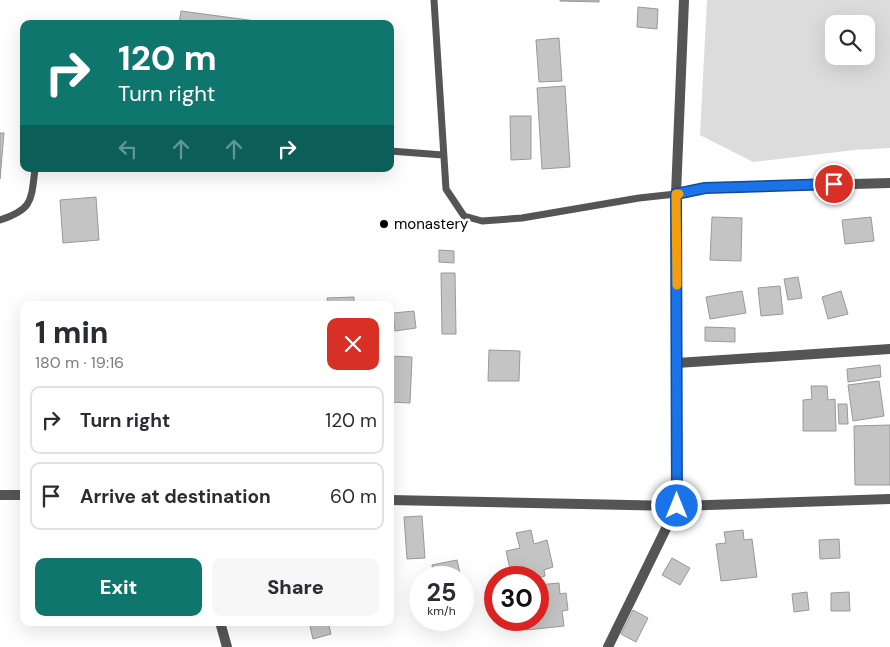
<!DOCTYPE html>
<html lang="en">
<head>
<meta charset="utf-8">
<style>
	:root { --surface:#fff; --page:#f7f7f7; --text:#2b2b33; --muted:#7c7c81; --line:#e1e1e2; --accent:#0f766e }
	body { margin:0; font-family:"DM Sans",sans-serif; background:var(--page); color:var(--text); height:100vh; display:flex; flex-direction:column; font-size:19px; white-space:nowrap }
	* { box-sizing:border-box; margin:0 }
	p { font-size:16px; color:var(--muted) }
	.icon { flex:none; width:28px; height:28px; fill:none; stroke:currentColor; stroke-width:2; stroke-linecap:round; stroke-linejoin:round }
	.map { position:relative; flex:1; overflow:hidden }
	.sheet { position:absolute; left:20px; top:301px; width:374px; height:325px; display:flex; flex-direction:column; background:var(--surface); border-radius:10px; box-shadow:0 5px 20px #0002 }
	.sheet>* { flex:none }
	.hud { position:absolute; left:20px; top:20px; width:374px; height:152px; border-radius:10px; box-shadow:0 5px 20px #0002; background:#0f766e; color:#fff; overflow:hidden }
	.controls { position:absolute; left:825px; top:15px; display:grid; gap:10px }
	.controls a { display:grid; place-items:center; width:50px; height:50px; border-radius:10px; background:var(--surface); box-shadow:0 5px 20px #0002; font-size:25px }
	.speed { position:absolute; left:409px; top:566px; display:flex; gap:10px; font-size:25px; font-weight:700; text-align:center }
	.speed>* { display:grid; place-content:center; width:65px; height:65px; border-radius:50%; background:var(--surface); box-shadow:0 5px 20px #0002; line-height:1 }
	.speed small { font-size:12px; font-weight:400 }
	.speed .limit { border:8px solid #d22; background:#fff; color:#111 }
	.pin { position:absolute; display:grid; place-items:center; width:42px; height:42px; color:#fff; margin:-21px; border:2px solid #fff; border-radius:50%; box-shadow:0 1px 5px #0007 }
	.me { position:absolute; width:55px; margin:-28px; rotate:0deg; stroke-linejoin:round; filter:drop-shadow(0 0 4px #0008) }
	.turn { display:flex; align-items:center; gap:18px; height:105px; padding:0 15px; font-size:22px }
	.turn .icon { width:65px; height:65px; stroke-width:2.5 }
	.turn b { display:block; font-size:35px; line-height:42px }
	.lanes { display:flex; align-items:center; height:48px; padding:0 15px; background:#0003; justify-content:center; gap:25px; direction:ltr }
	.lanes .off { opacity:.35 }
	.round { display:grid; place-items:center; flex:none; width:52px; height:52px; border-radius:10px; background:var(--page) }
	.overview { display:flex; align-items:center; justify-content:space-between; height:85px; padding:0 15px }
	h1 { font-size:30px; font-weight:800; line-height:38px }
	.action { display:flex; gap:10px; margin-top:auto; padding:10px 15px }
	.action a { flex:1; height:58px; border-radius:10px; background:var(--accent); color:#fff; font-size:20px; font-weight:800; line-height:58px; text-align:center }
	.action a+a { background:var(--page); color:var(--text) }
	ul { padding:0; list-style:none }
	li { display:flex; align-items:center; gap:15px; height:68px; margin:0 10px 8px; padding:0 5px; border:2px solid var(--line); border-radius:10px }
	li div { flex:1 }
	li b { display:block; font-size:19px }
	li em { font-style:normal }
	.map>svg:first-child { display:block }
</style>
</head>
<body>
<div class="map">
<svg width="890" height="647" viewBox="0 0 890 647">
	<rect width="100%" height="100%" fill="#fff"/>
	<path fill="#dcdcdc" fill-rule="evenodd" d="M707,0H890V148L855,150L753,162L700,135ZM834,24H866V56H834Z"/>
	<path fill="#c4c4c4" stroke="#999" d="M560,0H599V2L560,1Z
		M638,7L658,9L657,29L637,27Z
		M181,11L263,22V24H179Z
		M559,38L562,81L539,82L536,40Z
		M565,86L570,167L542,169L537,88Z
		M510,116H531V159L511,160Z
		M0,133H4L0,179Z
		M96,197L99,240L63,243L60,200Z
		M712,217L742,218L741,261L710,260Z
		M871,217L874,241L845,244L842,220Z
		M439,250L454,251V263L439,262Z
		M441,273H455L456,334H442Z
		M798,277L802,298L788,300L784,279Z
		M780,286L783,314L761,316L758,288Z
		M742,291L746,313L710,319L706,297Z
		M841,291L848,314L828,319L822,297Z
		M354,297V305H328L327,298Z
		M414,311L416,328L395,331L393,313Z
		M705,327L735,328V342L705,341Z
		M489,350L520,351L519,381H488Z
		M390,356L412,357L410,403L390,402Z
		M880,365L881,377L848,382L847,369Z
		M879,381L884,416L853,421L848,385Z
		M811,386H827L828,400L835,399L836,431H803V400L812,399Z
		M838,404H847L848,424H839Z
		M890,425V485H855L854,426Z
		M422,516L425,558L407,559L404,517Z
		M531,530L534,544L547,540L553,567L544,570L545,576L538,578H512L506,551L520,548L516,533Z
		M743,530L744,540L752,539L757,577L721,581L716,544L726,543L724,532Z
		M839,539L840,558L820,559L819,540Z
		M672,558L690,568L680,585L662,575Z
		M457,560L461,577L434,578L432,565Z
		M559,583L560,594L566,593L568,610L562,611L564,626L526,630L525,620H538V585Z
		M807,592L809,610L794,612L792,594Z
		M849,592L850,611H831V593Z
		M633,610L648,618L636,642L621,634Z
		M309,622H328L331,634L313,639Z"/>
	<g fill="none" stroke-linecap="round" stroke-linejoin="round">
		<path stroke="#555" stroke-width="7" d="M434,0L446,189L464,216L482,221L522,218L639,198L676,194
			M390,151L443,155
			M0,220C33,209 31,201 35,169"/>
		<path stroke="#555" stroke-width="10" d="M676,194L684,0
			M677,363L890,349
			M0,495H24
			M390,500L677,506L890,499
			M220,622L227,647
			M608,647L677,506L676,194L705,188L890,183"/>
	</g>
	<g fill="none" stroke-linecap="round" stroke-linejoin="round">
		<g stroke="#114b97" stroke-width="12">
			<path id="route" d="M677,506L676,194L705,188L834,184"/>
		</g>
		<use href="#route" stroke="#1a73e8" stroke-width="9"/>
		<path stroke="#f59e0b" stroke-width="9" d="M677,285L676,194H679"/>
	</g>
	<circle fill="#000" stroke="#fff" stroke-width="2" cx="384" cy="224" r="5"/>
	<g text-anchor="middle" stroke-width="5" stroke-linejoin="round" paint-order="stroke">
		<g font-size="15" fill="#000" stroke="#fff" text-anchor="start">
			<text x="394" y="229">monastery</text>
		</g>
	</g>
</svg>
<div class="controls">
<a><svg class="icon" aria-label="search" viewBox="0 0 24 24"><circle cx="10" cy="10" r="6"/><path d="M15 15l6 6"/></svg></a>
</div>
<div class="speed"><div>25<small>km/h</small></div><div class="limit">30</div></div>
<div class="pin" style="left:834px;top:184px;background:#d93025"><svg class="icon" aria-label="arrive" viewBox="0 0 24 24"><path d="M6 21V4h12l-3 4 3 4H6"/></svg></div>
<svg class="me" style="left:677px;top:506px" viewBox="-20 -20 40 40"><circle r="17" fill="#1a73e8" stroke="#fff" stroke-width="3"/><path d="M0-11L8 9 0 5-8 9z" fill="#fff"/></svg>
<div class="hud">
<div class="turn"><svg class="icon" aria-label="right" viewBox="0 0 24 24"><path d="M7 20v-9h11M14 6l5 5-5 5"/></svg><div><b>120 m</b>Turn right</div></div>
<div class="lanes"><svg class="icon off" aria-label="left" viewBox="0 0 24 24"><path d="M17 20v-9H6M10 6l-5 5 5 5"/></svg><svg class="icon off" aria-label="ahead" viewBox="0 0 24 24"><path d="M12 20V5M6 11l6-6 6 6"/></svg><svg class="icon off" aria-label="ahead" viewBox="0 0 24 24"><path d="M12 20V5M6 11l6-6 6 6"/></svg><svg class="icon" aria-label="right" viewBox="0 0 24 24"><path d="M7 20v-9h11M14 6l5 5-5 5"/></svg></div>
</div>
<section class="sheet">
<div class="overview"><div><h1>1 min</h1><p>180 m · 19:16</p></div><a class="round" style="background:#d93025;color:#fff"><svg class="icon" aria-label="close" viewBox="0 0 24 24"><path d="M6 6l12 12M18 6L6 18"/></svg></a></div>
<ul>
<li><svg class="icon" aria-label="right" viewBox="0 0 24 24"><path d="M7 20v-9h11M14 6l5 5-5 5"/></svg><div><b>Turn right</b></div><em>120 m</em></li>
<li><svg class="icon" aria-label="arrive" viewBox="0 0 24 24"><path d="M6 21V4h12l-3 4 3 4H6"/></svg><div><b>Arrive at destination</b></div><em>60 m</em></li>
</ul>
<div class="action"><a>Exit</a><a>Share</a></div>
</section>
</div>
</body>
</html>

+++++

▶ [About this task]: Leaving out every picture, repeat exactly the lines of the records from the start through the line that has "flex:none; width:28px; height:28px;".

▶ [Reply]:
<!DOCTYPE html>
<html lang="en">
<head>
<meta charset="utf-8">
<style>
	:root { --surface:#fff; --page:#f7f7f7; --text:#2b2b33; --muted:#7c7c81; --line:#e1e1e2; --accent:#0f766e }
	body { margin:0; font-family:"DM Sans",sans-serif; background:var(--page); color:var(--text); height:100vh; display:flex; flex-direction:column; font-size:19px; white-space:nowrap }
	* { box-sizing:border-box; margin:0 }
	p { font-size:16px; color:var(--muted) }
	.icon { flex:none; width:28px; height:28px; fill:none; stroke:currentColor; stroke-width:2; stroke-linecap:round; stroke-linejoin:round }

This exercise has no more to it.